Thinking Forward and Backward: Effective Backward Planning with Large Language Models

Paper · arXiv 2411.01790 · Published November 4, 2024
Reasoning ArchitecturesTasks Planning

Large language models (LLMs) have exhibited remarkable reasoning and planning capabilities. Most prior work in this area has used LLMs to reason through steps from an initial to a goal state or criterion, thereby effectively reasoning in a forward direction. Nonetheless, many planning problems exhibit an inherent asymmetry such that planning backward from the goal is significantly easier—for example, if there are bottlenecks close to the goal. We take inspiration from this observation and demonstrate that this bias holds for LLM planning as well: planning performance in one direction correlates with the planning complexity of the problem in that direction. However, our experiments also reveal systematic biases which lead to poor planning in the backward direction. With this knowledge, we propose a backward planning algorithm for LLMs that first flips the problem and then plans forward in the flipped problem. This helps avoid the backward bias, generate more diverse candidate plans, and exploit asymmetries between the forward and backward directions in planning problems—we find that combining planning in both directions with self-verification improves the overall planning success rates by 4-24% in three planning domains.

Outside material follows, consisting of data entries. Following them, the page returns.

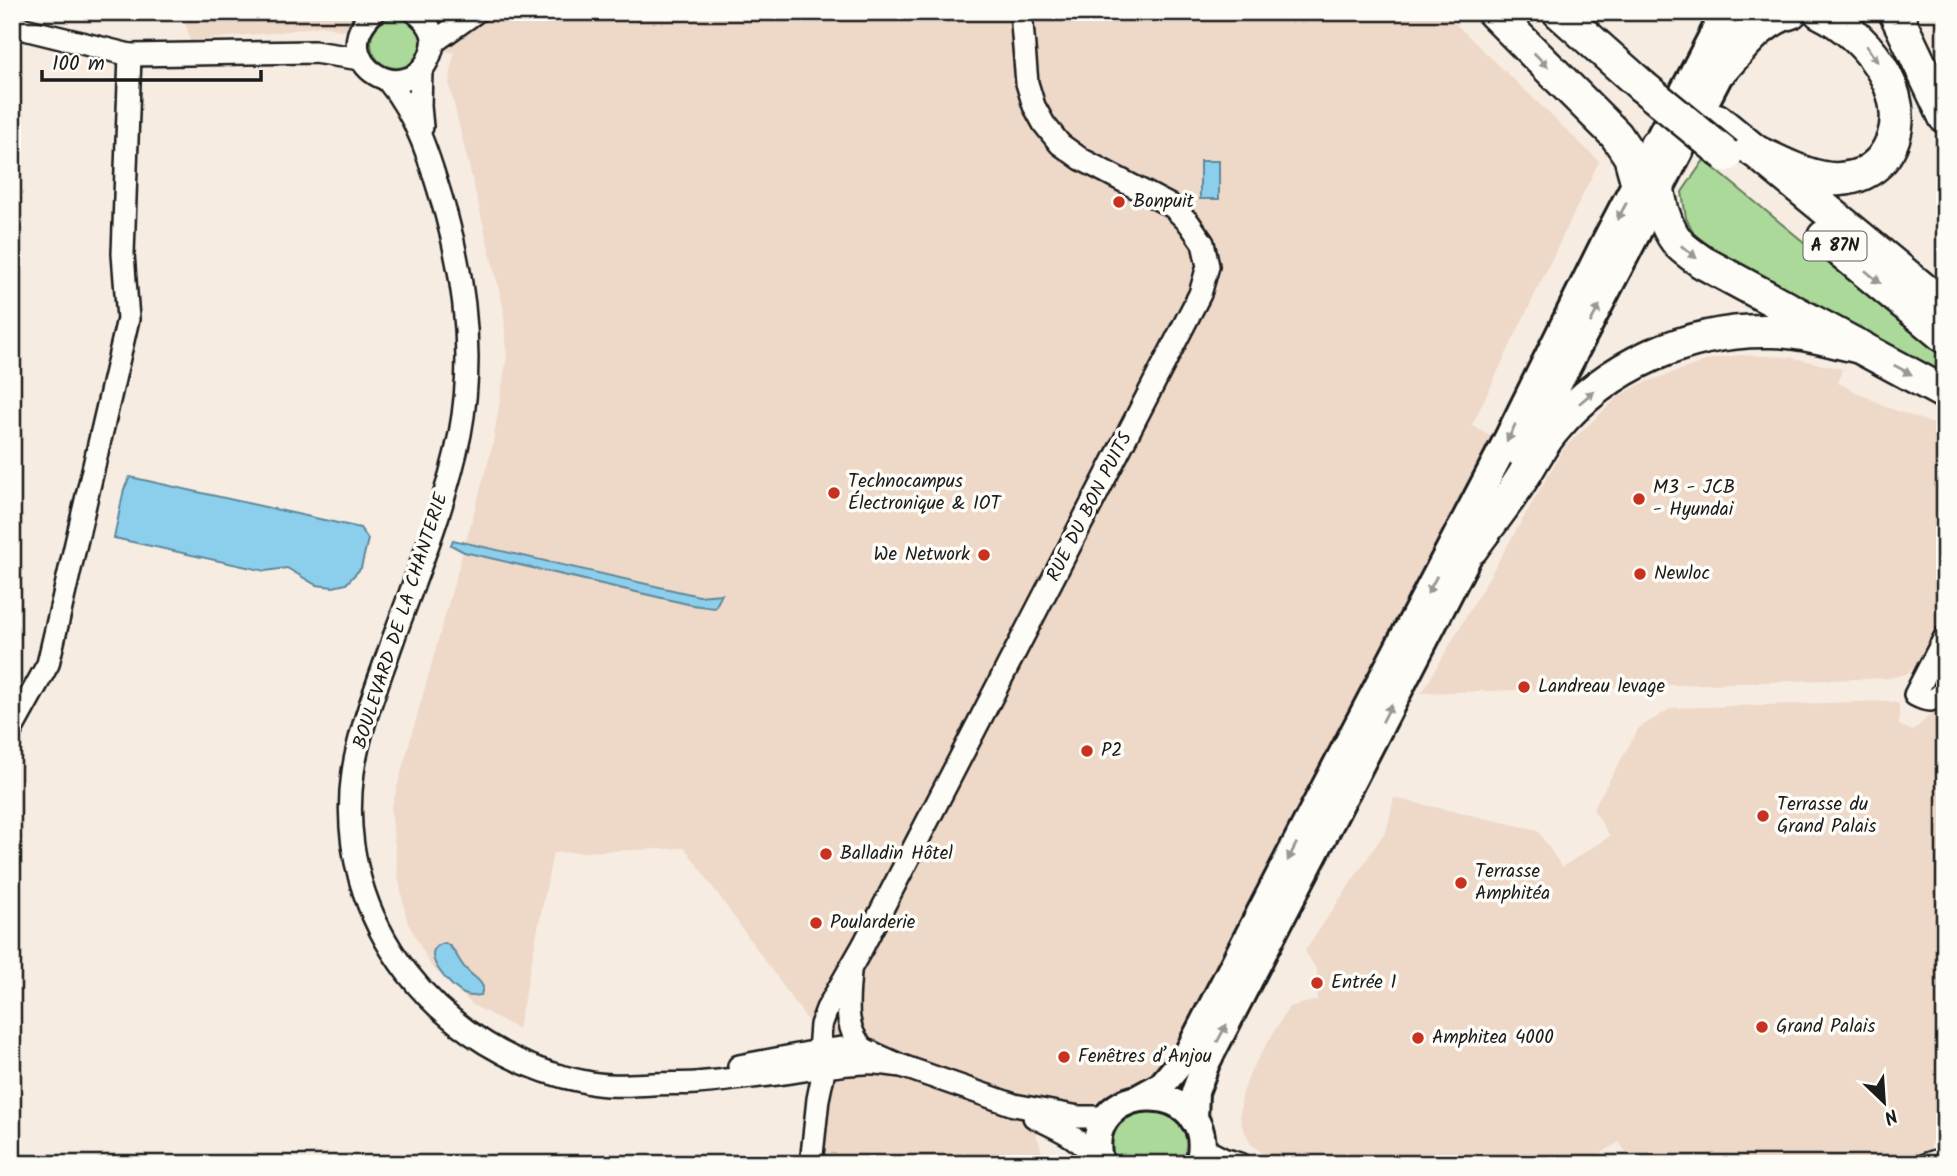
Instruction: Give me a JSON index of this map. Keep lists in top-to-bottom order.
{
  "streets": {
    "highway": ["A 87N"],
    "street": ["RUE DU BON PUITS", "BOULEVARD DE LA CHANTERIE"]
  },
  "crossings": [
    ["RUE DU BON PUITS", "BOULEVARD DE LA CHANTERIE"]
  ],
  "places": [
    "Bonpuit",
    "Technocampus Électronique & IOT",
    "M3 - JCB - Hyundai",
    "We Network",
    "Newloc",
    "Landreau levage",
    "P2",
    "Terrasse du Grand Palais",
    "Balladin Hôtel",
    "Terrasse Amphitéa",
    "Poularderie",
    "Entrée 1",
    "Grand Palais",
    "Amphitea 4000",
    "Fenêtres d’Anjou"
  ],
  "scale_bar": "100 m",
  "north": "bottom right"
}
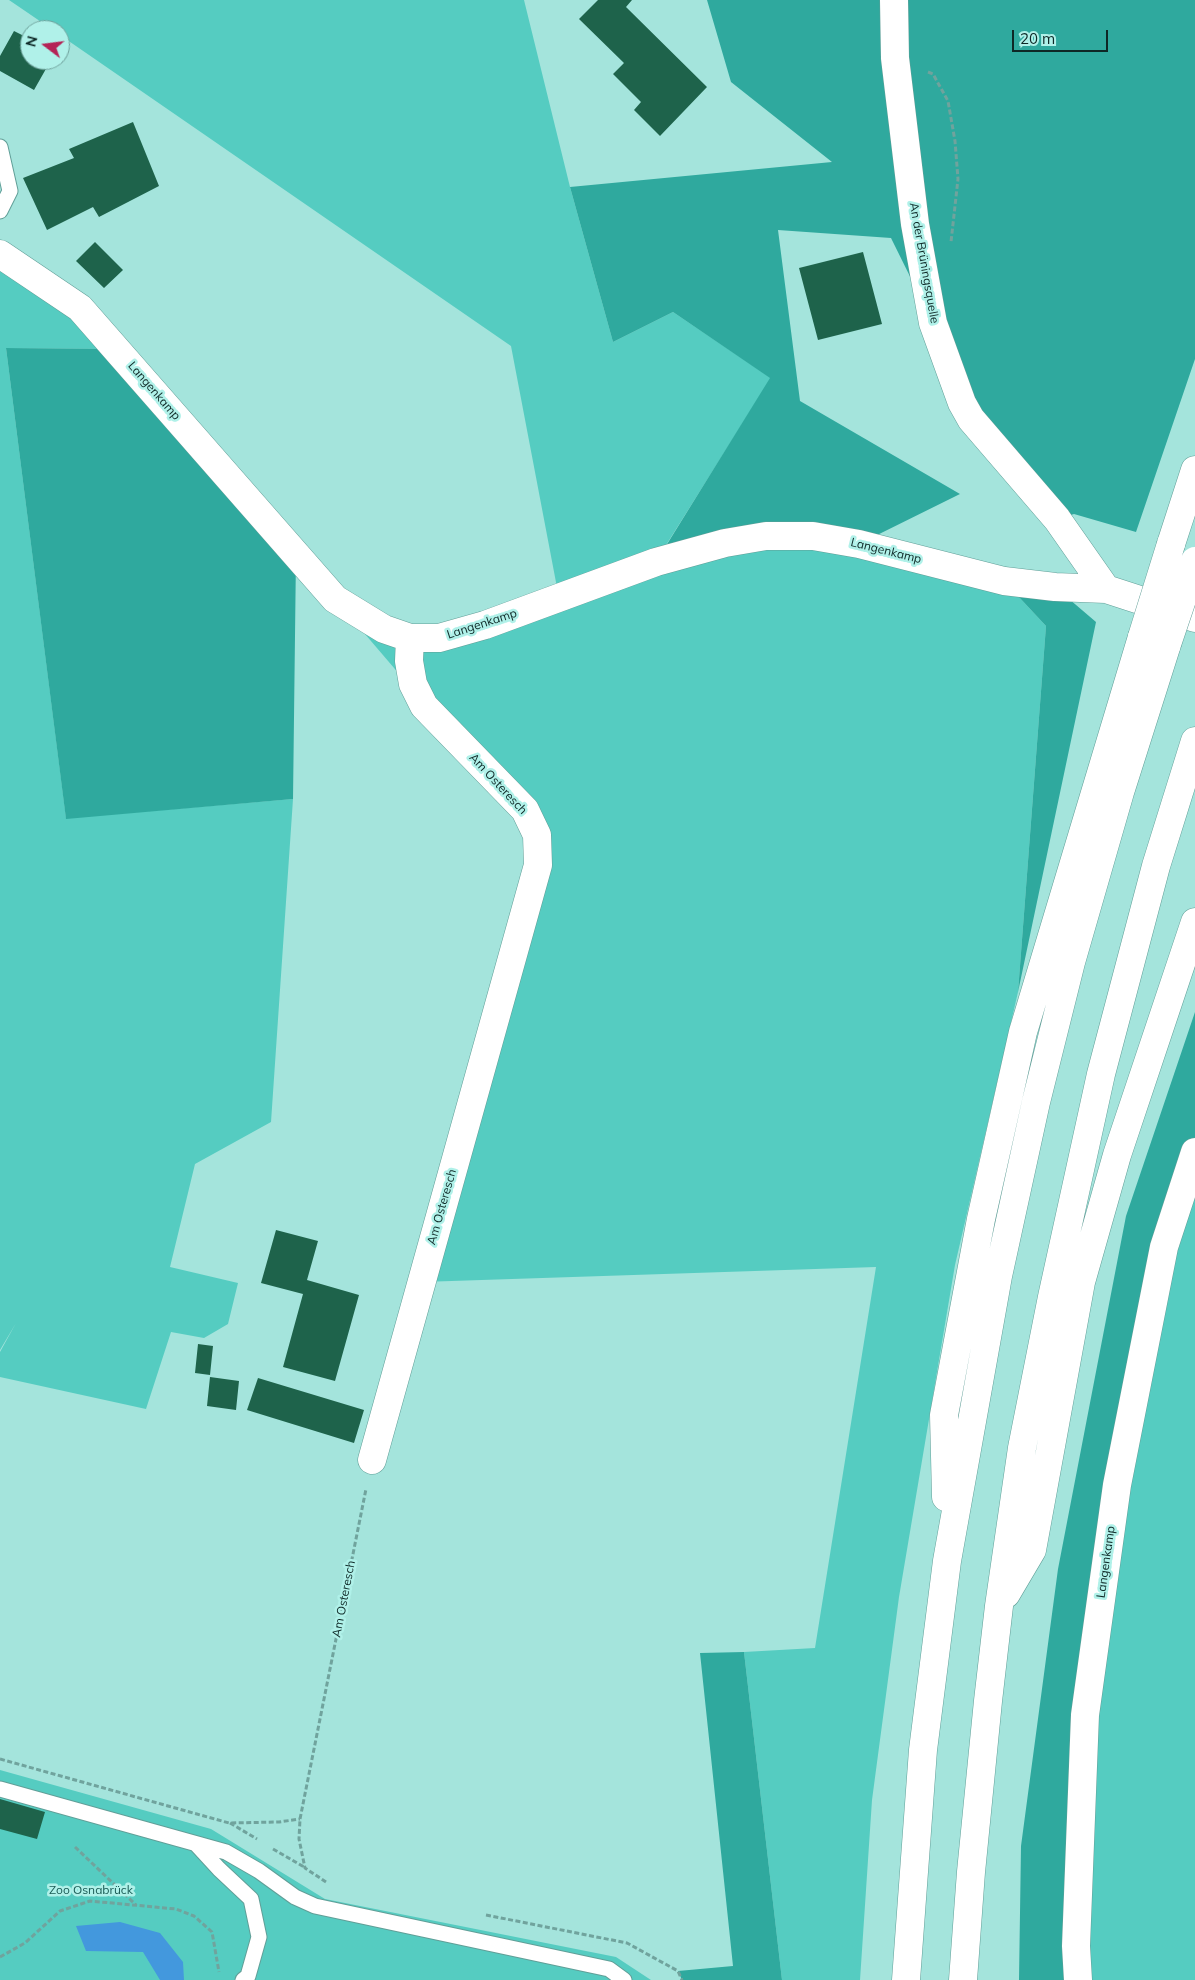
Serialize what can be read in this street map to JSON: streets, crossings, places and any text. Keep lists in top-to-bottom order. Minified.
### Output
{"streets":{"main road":["An der Brüningsquelle","Langenkamp","Am Osteresch"]},"crossings":[["An der Brüningsquelle","Langenkamp"],["Langenkamp","Am Osteresch"]],"parks":["Zoo Osnabrück"],"scale_bar":"20 m","north":"left"}
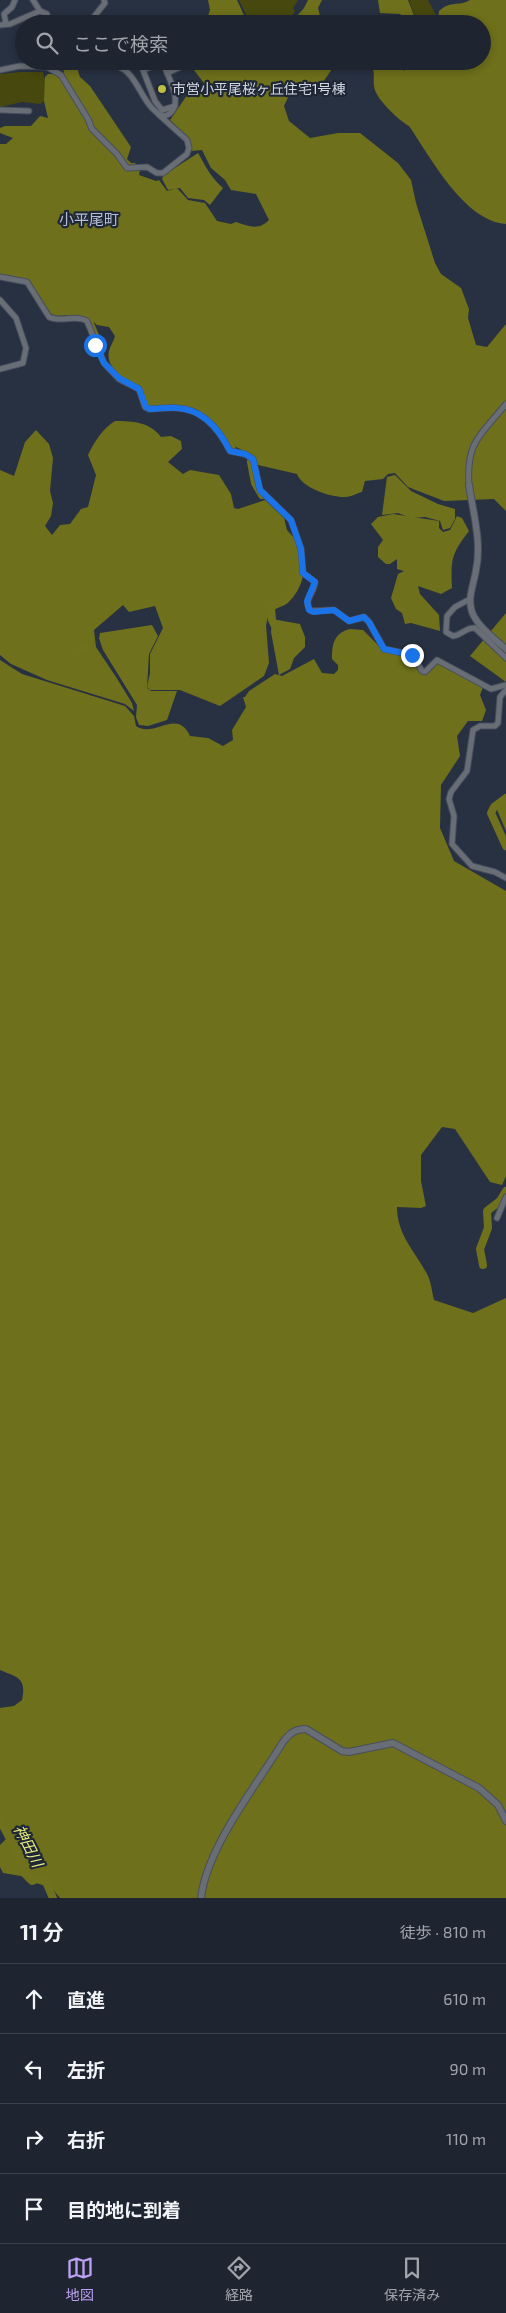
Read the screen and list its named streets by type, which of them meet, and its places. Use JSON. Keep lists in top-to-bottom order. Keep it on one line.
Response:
{"districts":["小平尾町"],"water":["神田川"],"places":["市営小平尾桜ヶ丘住宅1号棟"],"page":{"search":"ここで検索","heading":["11 分","徒歩 · 810 m"],"list":[["直進","610 m"],["左折","90 m"],["右折","110 m"],"目的地に到着"],"nav":["地図","経路","保存済み"]}}
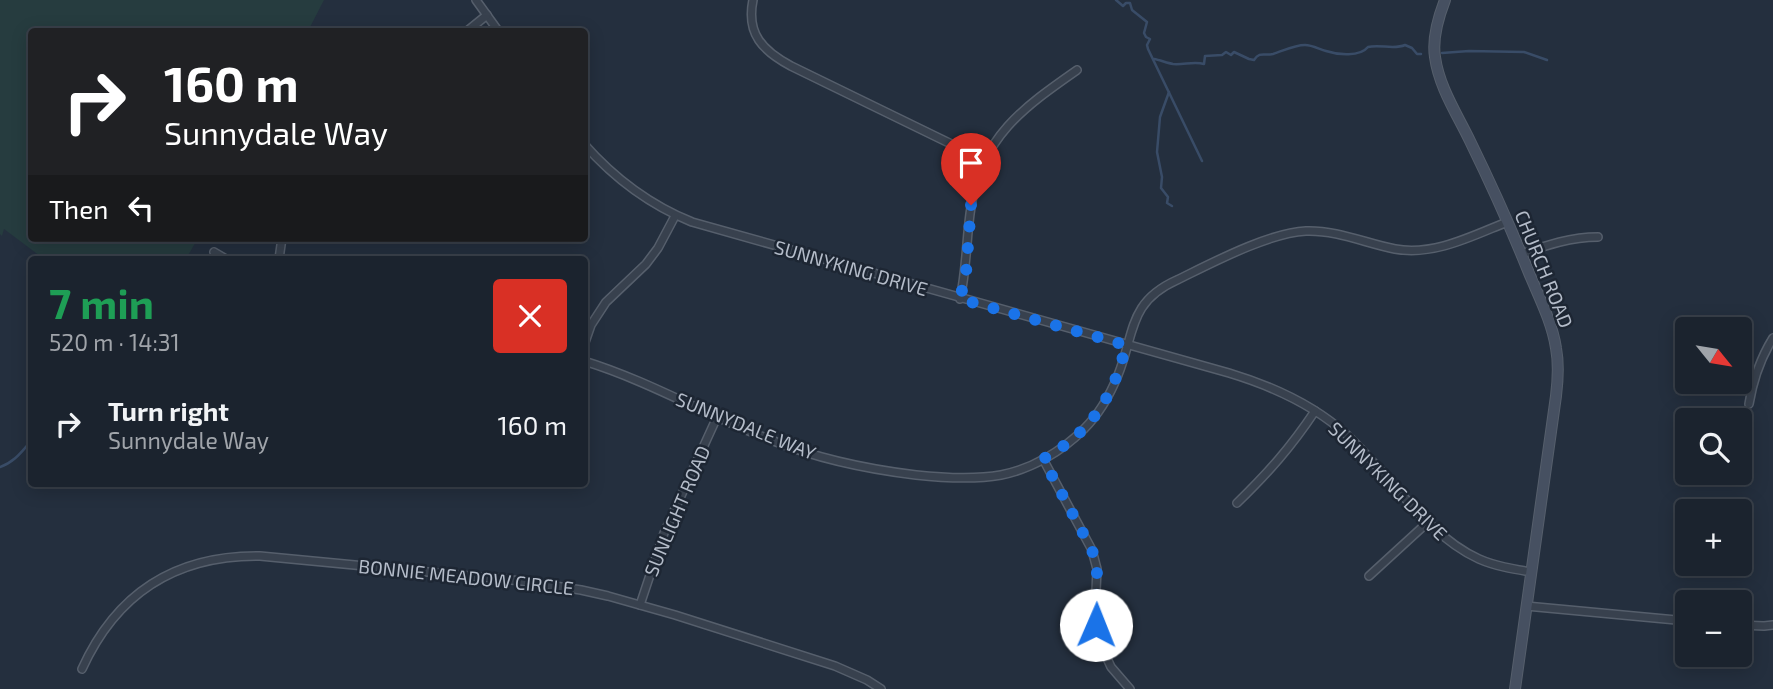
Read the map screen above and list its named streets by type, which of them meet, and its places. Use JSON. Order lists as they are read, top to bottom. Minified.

Most existing work has explored such problems by asking the model to reason in the forward direction, i.e., generating intermediate steps from the initial state to the final goal. However, in many planning problems, there is an inherent asymmetry: generating the correct last steps leading to the goal can be much easier than generating the correct steps from the beginning. This leads to the question: can LLMs plan better if they also reason in the backward direction?

As an example, consider a robot navigating in a room (Fig. 1): if the final goal is the bedroom at the end of a long and narrow hallway, it is natural to connect the bedroom with the beginning of the hallway first in the plan, and then search for the path that connects the hallway to the initial state. In this example, there is a “bottleneck" that causes the asymmetry: the number of possibilities when planning backward from the goal is constrained by the bottleneck (hallway), while the possibilities fan out quickly when planning from the start. Such bottlenecks are ubiquitous in planning problems; for example, in proving mathematical theorems (Loveland, 2016), there may be many possible steps to start a proof of a theorem, but the final steps can be much more closely related to the theorem statement and thus easier to choose.